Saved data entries
"""
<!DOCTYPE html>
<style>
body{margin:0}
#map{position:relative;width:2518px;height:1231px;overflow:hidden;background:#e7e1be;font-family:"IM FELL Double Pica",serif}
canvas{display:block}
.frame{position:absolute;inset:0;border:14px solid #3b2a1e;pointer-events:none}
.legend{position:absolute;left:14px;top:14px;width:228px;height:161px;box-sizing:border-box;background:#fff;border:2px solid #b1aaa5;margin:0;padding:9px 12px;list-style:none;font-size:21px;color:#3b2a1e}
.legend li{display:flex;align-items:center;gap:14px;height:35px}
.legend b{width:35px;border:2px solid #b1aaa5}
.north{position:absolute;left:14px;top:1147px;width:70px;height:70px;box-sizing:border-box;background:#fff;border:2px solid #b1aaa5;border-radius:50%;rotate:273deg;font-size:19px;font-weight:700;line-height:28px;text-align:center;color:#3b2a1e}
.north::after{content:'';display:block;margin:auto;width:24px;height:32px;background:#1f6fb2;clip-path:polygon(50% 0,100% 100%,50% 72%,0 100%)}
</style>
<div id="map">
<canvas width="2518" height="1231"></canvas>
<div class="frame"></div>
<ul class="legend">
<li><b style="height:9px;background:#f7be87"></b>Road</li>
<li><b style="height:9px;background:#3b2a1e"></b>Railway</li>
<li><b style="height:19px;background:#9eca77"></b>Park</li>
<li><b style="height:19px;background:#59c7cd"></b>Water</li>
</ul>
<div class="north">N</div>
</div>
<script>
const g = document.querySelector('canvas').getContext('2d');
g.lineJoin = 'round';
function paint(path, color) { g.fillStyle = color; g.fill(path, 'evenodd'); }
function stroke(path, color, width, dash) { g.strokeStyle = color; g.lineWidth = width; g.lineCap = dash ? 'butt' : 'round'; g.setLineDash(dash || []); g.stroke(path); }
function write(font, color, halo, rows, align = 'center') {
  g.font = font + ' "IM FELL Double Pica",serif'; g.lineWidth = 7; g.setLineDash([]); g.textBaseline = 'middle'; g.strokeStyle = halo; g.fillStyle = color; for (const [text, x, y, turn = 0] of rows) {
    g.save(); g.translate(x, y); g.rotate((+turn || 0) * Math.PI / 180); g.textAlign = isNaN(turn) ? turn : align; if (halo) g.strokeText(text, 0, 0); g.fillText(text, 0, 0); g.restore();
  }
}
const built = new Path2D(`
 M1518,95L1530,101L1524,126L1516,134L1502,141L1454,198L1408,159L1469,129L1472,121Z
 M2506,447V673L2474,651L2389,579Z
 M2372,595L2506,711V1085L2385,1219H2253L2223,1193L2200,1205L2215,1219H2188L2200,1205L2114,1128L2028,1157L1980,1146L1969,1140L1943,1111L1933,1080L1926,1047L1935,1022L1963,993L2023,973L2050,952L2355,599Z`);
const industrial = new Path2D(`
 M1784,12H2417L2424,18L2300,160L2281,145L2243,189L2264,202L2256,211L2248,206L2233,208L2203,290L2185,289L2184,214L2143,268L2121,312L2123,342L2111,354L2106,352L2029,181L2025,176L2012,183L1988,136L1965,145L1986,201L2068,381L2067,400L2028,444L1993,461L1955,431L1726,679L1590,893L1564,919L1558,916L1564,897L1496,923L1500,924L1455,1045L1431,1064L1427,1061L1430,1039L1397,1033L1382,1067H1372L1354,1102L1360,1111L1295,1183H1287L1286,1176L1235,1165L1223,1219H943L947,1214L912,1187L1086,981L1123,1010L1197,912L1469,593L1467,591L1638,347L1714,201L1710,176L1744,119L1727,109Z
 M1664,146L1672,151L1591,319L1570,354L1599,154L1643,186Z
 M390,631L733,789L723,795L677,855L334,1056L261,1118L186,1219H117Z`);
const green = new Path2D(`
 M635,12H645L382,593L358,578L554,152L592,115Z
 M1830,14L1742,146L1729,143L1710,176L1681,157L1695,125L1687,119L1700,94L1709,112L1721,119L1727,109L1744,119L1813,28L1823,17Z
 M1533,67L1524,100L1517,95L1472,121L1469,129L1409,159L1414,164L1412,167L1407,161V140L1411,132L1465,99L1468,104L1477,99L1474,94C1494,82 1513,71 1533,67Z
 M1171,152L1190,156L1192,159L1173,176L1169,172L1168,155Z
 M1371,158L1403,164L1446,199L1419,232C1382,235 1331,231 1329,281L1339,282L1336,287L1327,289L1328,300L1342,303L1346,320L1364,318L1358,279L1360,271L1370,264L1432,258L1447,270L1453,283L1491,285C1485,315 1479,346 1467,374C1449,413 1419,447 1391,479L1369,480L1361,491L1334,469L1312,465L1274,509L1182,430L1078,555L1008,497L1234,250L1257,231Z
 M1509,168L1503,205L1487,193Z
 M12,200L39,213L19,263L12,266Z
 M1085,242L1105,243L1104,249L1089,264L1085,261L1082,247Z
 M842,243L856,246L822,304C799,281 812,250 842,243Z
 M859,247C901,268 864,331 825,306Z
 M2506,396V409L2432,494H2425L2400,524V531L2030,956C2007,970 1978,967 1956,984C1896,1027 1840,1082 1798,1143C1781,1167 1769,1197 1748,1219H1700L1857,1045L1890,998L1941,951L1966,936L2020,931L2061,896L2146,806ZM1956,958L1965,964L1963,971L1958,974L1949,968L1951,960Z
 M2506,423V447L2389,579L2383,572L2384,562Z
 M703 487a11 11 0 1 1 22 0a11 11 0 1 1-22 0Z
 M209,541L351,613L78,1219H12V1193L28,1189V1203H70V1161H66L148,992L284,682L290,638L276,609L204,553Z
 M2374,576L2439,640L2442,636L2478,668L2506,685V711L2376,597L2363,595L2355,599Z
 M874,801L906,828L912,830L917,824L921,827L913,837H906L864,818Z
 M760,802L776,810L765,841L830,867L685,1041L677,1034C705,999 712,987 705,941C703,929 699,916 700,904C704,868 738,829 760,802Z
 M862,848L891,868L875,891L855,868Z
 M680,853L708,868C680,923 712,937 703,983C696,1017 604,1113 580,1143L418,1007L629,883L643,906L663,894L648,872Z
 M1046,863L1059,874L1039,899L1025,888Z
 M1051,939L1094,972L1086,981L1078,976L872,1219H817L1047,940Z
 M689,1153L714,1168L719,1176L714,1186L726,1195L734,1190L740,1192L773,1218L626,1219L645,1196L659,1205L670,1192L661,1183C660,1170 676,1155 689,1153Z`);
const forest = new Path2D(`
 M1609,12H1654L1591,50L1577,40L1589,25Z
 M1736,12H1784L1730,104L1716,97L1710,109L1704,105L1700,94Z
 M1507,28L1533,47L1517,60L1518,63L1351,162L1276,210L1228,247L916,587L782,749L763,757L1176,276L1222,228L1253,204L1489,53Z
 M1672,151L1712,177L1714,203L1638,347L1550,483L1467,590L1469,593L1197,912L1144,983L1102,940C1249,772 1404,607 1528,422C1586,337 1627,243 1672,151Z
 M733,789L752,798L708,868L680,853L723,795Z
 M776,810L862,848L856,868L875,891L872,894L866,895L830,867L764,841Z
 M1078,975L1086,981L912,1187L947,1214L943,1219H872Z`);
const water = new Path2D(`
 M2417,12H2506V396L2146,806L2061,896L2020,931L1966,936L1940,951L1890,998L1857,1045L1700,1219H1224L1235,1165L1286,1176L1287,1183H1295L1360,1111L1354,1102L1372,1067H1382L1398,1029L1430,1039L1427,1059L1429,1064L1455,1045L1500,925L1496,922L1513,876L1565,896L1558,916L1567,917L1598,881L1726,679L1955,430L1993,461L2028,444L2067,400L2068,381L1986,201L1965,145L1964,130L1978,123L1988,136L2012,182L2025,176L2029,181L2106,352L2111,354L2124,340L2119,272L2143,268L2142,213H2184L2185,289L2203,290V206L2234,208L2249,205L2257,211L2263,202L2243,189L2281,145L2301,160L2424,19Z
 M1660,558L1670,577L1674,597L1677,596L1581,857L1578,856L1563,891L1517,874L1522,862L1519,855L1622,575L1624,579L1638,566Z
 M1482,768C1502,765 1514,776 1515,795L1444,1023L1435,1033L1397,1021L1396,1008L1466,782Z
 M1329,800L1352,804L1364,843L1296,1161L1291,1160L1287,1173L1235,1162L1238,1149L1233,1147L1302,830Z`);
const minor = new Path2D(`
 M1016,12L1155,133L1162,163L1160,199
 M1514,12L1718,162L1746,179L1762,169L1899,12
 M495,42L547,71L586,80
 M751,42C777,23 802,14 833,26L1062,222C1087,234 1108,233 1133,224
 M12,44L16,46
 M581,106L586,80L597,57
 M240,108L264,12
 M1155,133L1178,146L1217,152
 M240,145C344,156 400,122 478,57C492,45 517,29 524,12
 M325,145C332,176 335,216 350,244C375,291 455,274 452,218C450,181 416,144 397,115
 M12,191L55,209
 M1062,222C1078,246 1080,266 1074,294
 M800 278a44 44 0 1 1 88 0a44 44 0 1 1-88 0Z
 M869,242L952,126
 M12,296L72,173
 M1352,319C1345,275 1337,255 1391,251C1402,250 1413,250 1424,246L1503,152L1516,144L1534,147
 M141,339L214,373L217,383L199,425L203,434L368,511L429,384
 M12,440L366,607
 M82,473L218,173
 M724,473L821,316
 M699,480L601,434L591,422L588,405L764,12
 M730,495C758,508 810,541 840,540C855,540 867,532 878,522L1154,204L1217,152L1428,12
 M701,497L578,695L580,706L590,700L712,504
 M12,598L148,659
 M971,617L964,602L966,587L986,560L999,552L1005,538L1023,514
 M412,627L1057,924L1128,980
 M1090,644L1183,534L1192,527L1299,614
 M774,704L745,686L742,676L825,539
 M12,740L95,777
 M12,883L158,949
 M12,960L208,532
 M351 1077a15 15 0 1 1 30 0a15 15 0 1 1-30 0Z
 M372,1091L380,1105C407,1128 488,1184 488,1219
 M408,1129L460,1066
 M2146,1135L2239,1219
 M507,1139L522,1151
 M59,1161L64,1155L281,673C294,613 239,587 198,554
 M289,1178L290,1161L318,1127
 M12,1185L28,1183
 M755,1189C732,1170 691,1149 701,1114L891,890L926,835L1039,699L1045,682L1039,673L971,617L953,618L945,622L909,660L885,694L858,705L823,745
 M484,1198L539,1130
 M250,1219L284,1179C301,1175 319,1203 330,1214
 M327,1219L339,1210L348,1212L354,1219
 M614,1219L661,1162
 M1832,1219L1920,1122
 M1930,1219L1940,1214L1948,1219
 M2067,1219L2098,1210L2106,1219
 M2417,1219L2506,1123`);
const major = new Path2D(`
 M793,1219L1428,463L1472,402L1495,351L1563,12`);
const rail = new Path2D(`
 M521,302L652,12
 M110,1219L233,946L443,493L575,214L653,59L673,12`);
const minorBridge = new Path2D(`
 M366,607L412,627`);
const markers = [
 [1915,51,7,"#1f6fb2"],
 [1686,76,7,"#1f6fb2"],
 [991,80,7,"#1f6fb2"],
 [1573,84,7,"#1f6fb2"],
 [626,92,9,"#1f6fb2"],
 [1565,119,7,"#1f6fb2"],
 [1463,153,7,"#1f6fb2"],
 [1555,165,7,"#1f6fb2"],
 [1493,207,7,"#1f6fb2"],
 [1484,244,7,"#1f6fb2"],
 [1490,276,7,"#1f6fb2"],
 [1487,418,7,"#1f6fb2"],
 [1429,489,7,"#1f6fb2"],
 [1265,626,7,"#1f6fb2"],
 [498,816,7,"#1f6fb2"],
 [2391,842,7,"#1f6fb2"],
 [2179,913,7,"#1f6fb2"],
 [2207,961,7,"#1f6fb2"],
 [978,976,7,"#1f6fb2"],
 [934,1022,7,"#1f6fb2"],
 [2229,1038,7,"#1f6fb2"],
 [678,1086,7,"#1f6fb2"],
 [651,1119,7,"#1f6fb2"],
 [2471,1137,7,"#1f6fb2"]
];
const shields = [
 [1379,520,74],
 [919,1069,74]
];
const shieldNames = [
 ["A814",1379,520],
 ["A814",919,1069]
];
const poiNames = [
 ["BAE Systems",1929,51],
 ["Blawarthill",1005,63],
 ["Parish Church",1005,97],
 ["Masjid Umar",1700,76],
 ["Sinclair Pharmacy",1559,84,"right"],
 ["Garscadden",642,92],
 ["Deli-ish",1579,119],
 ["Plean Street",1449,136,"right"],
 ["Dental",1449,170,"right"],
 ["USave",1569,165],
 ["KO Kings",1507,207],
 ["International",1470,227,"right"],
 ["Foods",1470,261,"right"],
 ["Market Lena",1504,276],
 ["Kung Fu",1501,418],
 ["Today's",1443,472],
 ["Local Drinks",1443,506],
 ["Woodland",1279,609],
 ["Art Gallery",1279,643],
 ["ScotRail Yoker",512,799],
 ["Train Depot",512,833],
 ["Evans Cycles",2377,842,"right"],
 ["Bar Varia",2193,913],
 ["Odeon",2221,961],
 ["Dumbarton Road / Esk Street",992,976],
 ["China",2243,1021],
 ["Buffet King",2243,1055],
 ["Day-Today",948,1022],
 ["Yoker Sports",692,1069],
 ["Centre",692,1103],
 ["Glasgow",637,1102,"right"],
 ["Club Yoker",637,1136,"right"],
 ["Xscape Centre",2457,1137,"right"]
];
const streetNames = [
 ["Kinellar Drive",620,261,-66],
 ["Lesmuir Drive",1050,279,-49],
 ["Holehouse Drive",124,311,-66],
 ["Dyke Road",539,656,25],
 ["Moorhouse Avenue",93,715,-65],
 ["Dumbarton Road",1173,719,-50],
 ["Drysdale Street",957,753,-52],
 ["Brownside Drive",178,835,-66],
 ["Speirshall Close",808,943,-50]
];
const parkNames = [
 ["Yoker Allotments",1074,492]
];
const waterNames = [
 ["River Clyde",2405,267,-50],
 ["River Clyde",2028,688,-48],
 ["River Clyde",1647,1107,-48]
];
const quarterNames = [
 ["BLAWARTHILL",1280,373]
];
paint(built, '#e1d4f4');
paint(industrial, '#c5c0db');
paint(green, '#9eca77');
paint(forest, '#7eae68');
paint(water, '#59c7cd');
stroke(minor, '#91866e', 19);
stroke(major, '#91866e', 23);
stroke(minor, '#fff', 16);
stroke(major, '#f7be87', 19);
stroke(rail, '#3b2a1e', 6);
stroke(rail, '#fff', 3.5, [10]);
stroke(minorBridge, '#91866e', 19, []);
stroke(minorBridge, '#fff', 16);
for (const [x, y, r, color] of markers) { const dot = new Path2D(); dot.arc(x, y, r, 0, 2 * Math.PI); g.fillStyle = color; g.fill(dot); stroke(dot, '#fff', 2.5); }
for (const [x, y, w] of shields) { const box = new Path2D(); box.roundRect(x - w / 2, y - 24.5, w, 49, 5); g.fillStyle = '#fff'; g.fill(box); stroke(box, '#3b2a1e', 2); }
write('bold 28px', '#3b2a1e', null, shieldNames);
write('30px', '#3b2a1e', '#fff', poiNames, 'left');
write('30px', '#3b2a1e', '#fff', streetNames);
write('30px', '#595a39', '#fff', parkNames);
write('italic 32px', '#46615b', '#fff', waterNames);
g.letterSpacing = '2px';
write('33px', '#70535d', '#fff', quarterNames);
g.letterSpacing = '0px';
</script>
"""
**Aim of the task:** Restate word for word only the lines running from the beginning of the data to the line holding "g.font = font", both included.

**Worked solution:**
<!DOCTYPE html>
<style>
body{margin:0}
#map{position:relative;width:2518px;height:1231px;overflow:hidden;background:#e7e1be;font-family:"IM FELL Double Pica",serif}
canvas{display:block}
.frame{position:absolute;inset:0;border:14px solid #3b2a1e;pointer-events:none}
.legend{position:absolute;left:14px;top:14px;width:228px;height:161px;box-sizing:border-box;background:#fff;border:2px solid #b1aaa5;margin:0;padding:9px 12px;list-style:none;font-size:21px;color:#3b2a1e}
.legend li{display:flex;align-items:center;gap:14px;height:35px}
.legend b{width:35px;border:2px solid #b1aaa5}
.north{position:absolute;left:14px;top:1147px;width:70px;height:70px;box-sizing:border-box;background:#fff;border:2px solid #b1aaa5;border-radius:50%;rotate:273deg;font-size:19px;font-weight:700;line-height:28px;text-align:center;color:#3b2a1e}
.north::after{content:'';display:block;margin:auto;width:24px;height:32px;background:#1f6fb2;clip-path:polygon(50% 0,100% 100%,50% 72%,0 100%)}
</style>
<div id="map">
<canvas width="2518" height="1231"></canvas>
<div class="frame"></div>
<ul class="legend">
<li><b style="height:9px;background:#f7be87"></b>Road</li>
<li><b style="height:9px;background:#3b2a1e"></b>Railway</li>
<li><b style="height:19px;background:#9eca77"></b>Park</li>
<li><b style="height:19px;background:#59c7cd"></b>Water</li>
</ul>
<div class="north">N</div>
</div>
<script>
const g = document.querySelector('canvas').getContext('2d');
g.lineJoin = 'round';
function paint(path, color) { g.fillStyle = color; g.fill(path, 'evenodd'); }
function stroke(path, color, width, dash) { g.strokeStyle = color; g.lineWidth = width; g.lineCap = dash ? 'butt' : 'round'; g.setLineDash(dash || []); g.stroke(path); }
function write(font, color, halo, rows, align = 'center') {
  g.font = font + ' "IM FELL Double Pica",serif'; g.lineWidth = 7; g.setLineDash([]); g.textBaseline = 'middle'; g.strokeStyle = halo; g.fillStyle = color; for (const [text, x, y, turn = 0] of rows) {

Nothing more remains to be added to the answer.